Sanchez-Moreno J.a, c · Martinez-Aran A.b · Tabarés-Seisdedos R.d · Torrent C.a · Vieta E.b, e · Ayuso-Mateos J.L.c
aBipolar Disorders Program, Clinical Institute of Neuroscience, Hospital Clinic of Barcelona, IDIBAPS, and bBipolar Disorders Program, Clinical Institute of Neuroscience, Hospital Clinic of Barcelona, CIBERSAM, IDIBAPS, University of Barcelona, Barcelona, cDepartment of Psychiatry, Universidad Autónoma de Madrid, Hospital Universitario de la Princesa, CIBERSAM, Madrid, d Teaching Unit of Psychiatry and Psychological Medicine, Department of Medicine, University of Valencia, CIBERSAM, Valencia, and eCommittee on Functionality and Disability of the International Society for Bipolar Disorders, Barcelona, Spain Psychother Psychosom 2009;78:285–297 (DOI:10.1159/000228249)

Abstract

Background: Bipolar disorder has generally been regarded as having a better functional outcome than schizophrenia.
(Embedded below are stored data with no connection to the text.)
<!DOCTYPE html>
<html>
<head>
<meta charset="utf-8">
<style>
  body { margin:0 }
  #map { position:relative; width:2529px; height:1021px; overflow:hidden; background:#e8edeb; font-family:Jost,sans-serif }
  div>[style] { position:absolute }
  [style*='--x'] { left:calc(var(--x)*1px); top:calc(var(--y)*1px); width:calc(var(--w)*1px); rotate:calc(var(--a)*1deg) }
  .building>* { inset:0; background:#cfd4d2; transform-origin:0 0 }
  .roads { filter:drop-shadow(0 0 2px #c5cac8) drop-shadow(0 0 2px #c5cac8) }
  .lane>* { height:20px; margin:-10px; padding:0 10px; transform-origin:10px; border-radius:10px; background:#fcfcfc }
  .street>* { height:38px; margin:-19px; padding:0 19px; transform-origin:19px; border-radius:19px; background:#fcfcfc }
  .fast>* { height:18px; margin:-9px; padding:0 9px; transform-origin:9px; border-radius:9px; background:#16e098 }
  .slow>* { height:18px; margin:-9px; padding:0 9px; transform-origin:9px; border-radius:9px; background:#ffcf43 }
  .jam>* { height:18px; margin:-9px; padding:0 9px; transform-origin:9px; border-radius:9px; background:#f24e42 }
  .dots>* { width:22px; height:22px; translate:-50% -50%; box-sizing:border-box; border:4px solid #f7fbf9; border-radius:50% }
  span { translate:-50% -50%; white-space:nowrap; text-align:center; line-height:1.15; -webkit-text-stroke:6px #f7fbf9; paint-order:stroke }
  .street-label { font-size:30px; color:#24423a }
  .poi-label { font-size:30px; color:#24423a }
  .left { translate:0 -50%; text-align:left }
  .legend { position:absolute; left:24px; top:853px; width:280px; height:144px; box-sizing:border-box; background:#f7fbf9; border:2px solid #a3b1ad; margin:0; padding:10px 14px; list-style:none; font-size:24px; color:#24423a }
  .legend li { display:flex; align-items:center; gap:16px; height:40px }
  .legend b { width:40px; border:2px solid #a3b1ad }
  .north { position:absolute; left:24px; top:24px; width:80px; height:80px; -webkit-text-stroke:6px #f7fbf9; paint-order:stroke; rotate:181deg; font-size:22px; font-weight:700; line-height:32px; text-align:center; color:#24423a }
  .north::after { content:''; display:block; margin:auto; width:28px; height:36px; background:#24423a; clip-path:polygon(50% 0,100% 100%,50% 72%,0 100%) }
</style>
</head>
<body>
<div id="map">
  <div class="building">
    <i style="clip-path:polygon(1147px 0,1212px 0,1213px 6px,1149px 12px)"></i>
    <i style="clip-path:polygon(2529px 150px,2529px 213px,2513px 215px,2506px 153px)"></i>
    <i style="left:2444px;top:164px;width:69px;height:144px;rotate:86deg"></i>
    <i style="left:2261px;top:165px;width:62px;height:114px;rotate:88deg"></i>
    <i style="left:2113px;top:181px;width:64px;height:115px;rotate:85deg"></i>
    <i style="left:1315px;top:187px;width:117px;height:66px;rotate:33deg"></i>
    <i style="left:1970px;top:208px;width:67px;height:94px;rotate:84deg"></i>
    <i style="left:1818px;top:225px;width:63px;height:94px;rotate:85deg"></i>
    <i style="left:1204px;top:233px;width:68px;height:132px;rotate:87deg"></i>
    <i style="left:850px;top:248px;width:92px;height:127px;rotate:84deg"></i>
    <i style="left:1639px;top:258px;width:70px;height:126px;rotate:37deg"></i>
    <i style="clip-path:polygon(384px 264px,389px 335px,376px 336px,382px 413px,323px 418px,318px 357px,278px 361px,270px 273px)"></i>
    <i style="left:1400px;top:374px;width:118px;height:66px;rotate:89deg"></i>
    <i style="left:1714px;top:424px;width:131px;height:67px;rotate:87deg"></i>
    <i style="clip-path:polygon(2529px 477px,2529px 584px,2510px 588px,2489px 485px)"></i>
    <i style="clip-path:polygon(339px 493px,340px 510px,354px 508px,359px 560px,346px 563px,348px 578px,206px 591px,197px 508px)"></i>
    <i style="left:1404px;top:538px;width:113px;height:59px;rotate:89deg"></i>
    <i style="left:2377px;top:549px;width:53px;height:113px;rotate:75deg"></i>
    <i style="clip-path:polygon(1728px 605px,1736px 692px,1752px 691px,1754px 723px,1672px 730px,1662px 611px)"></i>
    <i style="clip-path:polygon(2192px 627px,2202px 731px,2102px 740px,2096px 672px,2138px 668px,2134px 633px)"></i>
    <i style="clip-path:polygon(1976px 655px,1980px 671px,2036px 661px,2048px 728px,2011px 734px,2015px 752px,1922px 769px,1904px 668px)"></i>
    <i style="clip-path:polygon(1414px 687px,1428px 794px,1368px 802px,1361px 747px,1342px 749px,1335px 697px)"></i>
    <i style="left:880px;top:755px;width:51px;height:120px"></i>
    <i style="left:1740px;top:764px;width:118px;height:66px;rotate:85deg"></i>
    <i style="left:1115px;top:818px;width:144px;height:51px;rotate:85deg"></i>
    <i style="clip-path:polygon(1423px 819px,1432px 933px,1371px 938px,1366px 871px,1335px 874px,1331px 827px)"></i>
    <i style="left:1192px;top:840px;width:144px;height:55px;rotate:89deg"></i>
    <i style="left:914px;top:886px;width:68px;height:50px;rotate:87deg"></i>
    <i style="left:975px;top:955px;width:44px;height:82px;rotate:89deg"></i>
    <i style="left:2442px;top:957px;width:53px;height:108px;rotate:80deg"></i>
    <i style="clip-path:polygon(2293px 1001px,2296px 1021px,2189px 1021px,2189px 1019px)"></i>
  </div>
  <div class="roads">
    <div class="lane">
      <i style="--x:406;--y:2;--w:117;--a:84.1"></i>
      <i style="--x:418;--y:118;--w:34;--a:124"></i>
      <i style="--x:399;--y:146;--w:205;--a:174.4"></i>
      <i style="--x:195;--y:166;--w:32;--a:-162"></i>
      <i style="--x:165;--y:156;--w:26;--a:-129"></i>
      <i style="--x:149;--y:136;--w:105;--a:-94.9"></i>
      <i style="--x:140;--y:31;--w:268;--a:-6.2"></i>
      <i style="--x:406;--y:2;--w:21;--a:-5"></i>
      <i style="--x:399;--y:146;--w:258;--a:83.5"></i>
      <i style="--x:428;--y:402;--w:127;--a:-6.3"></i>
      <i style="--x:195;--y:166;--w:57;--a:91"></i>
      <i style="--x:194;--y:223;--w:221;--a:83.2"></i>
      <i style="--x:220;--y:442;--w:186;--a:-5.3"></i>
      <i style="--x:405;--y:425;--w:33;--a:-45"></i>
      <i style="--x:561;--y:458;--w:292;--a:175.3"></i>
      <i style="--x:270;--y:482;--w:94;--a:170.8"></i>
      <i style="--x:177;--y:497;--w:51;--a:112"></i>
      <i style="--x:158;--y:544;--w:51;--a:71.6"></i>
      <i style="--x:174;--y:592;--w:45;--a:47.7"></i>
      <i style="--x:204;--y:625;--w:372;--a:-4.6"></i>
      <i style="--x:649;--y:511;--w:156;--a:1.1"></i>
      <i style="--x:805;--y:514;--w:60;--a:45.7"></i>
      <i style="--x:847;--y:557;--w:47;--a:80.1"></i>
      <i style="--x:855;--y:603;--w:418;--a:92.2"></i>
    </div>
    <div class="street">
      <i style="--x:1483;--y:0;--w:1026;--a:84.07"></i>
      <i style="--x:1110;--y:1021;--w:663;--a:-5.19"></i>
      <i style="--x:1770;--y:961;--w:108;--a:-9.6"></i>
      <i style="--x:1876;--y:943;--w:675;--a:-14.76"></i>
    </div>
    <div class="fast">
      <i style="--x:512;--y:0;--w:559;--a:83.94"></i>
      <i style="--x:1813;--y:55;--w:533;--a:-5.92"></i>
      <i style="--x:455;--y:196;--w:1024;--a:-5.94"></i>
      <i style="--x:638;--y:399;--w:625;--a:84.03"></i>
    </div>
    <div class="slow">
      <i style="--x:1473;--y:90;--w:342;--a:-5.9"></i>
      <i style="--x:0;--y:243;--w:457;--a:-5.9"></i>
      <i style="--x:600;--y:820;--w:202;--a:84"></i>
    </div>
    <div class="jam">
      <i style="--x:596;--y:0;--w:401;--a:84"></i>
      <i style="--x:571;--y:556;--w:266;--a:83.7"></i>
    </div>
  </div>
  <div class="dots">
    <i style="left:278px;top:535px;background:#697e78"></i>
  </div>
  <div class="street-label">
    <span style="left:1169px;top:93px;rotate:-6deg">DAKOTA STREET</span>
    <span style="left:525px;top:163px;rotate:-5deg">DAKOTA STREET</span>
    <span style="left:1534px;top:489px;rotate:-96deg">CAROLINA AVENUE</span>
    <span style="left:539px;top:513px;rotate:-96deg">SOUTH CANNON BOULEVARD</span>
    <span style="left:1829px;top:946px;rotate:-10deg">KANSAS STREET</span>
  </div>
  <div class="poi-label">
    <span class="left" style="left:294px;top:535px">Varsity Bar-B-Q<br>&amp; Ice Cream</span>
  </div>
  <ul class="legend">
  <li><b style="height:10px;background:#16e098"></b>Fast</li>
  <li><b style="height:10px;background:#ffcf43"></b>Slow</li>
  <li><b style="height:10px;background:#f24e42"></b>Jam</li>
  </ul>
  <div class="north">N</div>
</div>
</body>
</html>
However, studies have suggested low functioning in bipolar patients even when they are in clinical remission. Our aim was to determine the degree of functioning and disability in bipolar patients. Secondly, we reviewed factors potentially associated with the low functioning of bipolar patients. Method: The authors conducted an extensive Medline and Pubmed search of the published literature from 1980 up to December 2007, using a variety of search terms to find relevant articles. Bibliographies of retrieved papers were further analysed for publications of interest. Articles that reported clinically significant findings on functioning and disability, and research reports were reviewed in detail. Results: From these articles, we determined that bipolar disorder is associated with significant impairment in work, family and social life, beyond the acute phases of the illness. The aspects that appear to increase the risk of low functioning and disability in bipolar patients are mainly subsyndromal symptoms and neurocognitive impairment, among others. Conclusions: Suitable pharmacological and psychological interventions may improve the level of functioning and reduce the disability in bipolar patients. Potential targets to be considered for intervention should be residual symptoms, comorbid conditions and neurocognitive deficits. Further research is required to better identify the factors that best predict functioning in bipolar patients.